4.7 Article

Simulating changes in cropping practices in conventional and glyphosate-resistant maize. II. Weed impacts on crop production and biodiversity

期刊

ENVIRONMENTAL SCIENCE AND POLLUTION RESEARCH
卷 24, 期 14, 页码 13121-13135

出版社

SPRINGER HEIDELBERG
DOI: 10.1007/s11356-017-8796-9

关键词

GM crop; Model; Weed; Glyphosate resistance; Cropping system; Biodiversity; Yield gap; Harmfulness; Agroecology

资金

  1. INRA, the European project AMIGA (Assessing and Monitoring Impacts of Genetically modified plants on Agro-ecosystems) [FP7-KBBE-2011-5-CP-CSA]
  2. French project CoSAC [ANR-14-CE18-0007]
  3. research programme Assessing and reducing environmental risks from plant protection products - French Ministry in charge of Ecology
  4. research programme Assessing and reducing environmental risks from plant protection products - French Ministry in charge of Agriculture

向作者/读者索取更多资源

Overreliance on the same herbicide mode of action leads to the spread of resistant weeds, which cancels the advantages of herbicide-tolerant (HT) crops.

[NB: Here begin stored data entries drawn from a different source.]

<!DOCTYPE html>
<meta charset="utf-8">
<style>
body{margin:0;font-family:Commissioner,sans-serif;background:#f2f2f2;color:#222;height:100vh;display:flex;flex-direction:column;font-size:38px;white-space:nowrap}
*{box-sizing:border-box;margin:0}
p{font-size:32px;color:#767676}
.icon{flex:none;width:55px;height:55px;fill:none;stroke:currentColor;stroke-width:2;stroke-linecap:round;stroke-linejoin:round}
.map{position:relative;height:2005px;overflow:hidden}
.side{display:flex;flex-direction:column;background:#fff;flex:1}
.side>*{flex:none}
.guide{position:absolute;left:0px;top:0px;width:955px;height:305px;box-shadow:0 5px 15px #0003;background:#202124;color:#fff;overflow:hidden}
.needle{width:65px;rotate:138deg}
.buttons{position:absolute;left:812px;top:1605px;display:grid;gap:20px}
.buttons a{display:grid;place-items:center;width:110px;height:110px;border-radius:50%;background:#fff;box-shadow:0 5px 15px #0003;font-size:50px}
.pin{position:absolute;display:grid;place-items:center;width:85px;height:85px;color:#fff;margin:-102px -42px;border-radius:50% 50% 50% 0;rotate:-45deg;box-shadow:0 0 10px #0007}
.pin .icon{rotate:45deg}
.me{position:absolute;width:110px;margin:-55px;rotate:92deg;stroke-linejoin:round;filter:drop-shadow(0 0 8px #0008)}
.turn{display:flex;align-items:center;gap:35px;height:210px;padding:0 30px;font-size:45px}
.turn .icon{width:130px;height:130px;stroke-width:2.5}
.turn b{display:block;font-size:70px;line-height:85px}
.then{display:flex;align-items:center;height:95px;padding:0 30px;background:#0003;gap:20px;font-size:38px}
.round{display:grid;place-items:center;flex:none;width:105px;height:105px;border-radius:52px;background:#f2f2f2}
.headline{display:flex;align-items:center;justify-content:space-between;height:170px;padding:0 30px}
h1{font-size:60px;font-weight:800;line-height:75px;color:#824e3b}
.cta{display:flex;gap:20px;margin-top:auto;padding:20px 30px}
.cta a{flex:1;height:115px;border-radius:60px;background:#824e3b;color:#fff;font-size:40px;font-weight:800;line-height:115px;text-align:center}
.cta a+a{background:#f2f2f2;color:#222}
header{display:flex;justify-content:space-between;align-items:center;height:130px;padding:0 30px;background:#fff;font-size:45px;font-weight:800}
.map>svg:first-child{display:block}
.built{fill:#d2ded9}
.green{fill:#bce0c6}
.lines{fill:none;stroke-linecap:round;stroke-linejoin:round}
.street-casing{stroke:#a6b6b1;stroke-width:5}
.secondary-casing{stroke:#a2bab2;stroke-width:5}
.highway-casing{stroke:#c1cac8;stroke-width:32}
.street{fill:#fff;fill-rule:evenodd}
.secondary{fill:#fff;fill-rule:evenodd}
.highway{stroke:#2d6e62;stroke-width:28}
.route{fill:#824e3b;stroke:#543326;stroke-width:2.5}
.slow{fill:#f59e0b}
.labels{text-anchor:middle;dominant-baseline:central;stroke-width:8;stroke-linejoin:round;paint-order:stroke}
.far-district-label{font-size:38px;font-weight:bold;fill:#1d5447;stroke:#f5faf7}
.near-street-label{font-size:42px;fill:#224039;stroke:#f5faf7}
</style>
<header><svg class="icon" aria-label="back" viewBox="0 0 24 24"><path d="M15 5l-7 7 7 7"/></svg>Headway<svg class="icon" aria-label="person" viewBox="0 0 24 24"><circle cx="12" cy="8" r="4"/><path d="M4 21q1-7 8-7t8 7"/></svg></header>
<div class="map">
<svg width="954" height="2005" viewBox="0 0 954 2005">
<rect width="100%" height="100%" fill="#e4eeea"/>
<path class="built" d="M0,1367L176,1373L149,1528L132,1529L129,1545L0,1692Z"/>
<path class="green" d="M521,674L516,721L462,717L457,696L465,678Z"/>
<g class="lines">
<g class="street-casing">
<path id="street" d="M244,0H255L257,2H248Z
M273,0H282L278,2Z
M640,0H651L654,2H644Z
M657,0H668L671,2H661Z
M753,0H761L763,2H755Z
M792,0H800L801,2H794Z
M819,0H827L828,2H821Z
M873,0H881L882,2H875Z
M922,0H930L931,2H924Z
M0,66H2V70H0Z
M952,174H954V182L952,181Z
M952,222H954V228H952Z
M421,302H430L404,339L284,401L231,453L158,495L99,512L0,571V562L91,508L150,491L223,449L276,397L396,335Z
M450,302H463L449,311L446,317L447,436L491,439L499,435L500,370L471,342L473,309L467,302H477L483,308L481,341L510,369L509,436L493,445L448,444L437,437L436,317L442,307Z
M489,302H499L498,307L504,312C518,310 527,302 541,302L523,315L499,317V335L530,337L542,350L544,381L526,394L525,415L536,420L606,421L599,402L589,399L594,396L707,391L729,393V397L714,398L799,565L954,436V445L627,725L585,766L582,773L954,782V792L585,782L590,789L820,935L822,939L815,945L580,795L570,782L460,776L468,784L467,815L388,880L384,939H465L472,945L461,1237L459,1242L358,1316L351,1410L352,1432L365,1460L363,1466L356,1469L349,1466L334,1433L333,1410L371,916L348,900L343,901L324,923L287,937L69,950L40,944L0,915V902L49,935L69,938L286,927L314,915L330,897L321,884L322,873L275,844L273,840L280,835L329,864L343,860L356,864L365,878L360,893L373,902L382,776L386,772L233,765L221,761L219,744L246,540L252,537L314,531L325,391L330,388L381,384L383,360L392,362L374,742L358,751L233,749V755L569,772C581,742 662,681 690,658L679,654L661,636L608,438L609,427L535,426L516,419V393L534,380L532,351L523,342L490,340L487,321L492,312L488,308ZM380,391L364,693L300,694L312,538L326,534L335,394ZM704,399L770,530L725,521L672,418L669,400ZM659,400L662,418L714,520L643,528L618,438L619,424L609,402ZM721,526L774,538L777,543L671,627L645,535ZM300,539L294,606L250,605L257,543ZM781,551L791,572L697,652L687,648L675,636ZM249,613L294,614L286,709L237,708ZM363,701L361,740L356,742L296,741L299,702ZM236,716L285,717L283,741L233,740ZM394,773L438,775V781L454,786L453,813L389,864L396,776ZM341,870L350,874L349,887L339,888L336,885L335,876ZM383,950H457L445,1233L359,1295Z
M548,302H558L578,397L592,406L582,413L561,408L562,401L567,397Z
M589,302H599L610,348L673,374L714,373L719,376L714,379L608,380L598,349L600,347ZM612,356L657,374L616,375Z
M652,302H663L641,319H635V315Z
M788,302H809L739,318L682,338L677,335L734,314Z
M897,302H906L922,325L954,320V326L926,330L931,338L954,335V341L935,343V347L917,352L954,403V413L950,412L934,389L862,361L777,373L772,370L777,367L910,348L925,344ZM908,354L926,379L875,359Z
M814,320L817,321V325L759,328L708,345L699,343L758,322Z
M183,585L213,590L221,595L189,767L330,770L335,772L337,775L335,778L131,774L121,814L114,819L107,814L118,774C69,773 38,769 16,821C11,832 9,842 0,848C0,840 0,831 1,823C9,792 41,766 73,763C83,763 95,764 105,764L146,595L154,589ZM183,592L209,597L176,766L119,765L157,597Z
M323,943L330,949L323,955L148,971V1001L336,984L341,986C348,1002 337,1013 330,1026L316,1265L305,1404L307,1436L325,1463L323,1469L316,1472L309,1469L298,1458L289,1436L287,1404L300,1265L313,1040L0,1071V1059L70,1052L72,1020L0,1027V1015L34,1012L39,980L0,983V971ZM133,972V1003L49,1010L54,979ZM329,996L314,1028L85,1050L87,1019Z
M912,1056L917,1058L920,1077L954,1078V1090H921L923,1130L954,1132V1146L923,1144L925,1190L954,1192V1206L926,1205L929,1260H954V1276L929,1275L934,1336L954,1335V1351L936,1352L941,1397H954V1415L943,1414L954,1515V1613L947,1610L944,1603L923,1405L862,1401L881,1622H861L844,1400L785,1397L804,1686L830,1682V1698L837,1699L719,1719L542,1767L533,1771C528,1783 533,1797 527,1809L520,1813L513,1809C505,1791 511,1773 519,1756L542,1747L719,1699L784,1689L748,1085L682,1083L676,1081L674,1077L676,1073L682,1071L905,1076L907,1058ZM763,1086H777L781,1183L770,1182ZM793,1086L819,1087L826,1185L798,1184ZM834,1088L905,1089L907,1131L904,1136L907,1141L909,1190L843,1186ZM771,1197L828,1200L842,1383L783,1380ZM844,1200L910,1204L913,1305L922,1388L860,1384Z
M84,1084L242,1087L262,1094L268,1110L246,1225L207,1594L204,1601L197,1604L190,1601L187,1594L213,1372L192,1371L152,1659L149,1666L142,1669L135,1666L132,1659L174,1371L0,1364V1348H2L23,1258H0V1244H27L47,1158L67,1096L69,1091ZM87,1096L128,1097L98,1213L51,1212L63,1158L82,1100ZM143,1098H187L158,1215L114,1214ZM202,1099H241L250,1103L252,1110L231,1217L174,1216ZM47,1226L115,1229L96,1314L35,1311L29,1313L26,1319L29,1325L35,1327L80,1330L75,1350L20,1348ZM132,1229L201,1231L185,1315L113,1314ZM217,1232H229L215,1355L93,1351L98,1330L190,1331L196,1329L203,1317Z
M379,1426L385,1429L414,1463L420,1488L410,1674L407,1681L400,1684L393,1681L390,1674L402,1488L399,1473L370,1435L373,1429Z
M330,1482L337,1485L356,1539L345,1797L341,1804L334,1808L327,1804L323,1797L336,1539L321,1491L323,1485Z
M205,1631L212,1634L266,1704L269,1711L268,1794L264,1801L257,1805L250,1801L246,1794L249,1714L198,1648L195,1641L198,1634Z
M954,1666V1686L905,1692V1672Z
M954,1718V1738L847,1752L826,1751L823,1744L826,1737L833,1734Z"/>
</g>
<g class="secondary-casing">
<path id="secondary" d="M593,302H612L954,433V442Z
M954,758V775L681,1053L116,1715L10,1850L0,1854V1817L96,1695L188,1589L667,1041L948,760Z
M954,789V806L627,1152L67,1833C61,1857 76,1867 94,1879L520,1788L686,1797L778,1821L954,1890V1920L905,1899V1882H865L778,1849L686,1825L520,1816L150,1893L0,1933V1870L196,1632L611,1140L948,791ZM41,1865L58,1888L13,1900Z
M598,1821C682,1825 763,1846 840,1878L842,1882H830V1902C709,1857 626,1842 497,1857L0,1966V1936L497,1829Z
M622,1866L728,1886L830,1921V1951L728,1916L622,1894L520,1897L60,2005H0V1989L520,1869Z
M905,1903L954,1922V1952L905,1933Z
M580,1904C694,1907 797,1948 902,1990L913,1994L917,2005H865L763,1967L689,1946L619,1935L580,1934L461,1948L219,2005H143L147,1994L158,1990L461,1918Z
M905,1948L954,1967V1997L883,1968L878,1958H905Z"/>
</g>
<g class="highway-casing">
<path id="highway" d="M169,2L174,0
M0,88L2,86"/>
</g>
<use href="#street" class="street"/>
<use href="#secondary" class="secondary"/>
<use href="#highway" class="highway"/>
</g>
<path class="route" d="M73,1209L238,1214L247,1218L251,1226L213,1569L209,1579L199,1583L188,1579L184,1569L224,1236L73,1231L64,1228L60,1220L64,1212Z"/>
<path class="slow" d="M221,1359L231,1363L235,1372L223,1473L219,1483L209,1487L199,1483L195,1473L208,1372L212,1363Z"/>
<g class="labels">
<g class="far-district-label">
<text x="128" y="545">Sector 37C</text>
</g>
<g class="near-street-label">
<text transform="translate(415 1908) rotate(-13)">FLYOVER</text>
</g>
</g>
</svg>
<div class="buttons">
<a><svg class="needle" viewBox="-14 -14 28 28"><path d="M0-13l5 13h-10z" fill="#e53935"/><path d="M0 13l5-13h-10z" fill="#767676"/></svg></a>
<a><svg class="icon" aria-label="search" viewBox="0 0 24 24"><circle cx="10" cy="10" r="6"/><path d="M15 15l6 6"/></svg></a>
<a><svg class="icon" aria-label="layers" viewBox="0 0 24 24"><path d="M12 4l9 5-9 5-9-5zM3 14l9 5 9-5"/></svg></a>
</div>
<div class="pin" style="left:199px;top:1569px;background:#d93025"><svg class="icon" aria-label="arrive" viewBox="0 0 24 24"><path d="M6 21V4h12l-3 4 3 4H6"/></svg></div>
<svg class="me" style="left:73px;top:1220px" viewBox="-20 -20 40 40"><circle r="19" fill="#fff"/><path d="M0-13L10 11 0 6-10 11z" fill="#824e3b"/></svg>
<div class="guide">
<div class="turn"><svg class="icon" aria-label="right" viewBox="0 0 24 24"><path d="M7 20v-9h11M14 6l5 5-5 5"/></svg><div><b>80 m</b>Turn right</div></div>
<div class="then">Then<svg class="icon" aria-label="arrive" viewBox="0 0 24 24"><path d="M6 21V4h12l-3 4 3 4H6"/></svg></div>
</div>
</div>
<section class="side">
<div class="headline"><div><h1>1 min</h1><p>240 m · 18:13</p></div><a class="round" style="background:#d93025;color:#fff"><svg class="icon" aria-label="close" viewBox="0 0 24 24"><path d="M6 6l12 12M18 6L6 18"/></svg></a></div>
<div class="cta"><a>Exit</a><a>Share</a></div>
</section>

Here, the objective was to quantify, with simulations, the impact of glyphosate-resistant (GR) weeds on crop production and weed-related wild biodiversity in HT maize-based cropping systems differing in terms of management practices. We (1) simulated current conventional and probable HT cropping systems in two European regions, Aquitaine and Catalonia, with the weed dynamics model FlorSys; (2) quantified how much the presence of GR weeds contributed to weed impacts on crop production and biodiversity; (3) determined the effect of cultural practices on the impact of GR weeds and (4) identified which species traits most influence weed-impact indicators. The simulation study showed that during the analysed 28 years, the advent of glyphosate resistance had little effect on plant biodiversity. Glyphosate-susceptible populations and species were replaced by GR ones. Including GR weeds only affected functional biodiversity (food offer for birds, bees and carabids) and weed harmfulness when weed effect was initially low; when weed effect was initially high, including GR weeds had little effect. The GR effect also depended on cultural practices, e.g. GR weeds were most detrimental for species equitability when maize was sown late. Species traits most harmful for crop production and most beneficial for biodiversity were identified, using RLQ analyses. None of the species presenting these traits belonged to a family for which glyphosate resistance was reported. An advice table was built; the effects of cultural practices on crop production and biodiversity were synthesized, explained, quantified and ranked, and the optimal choices for each management technique were identified.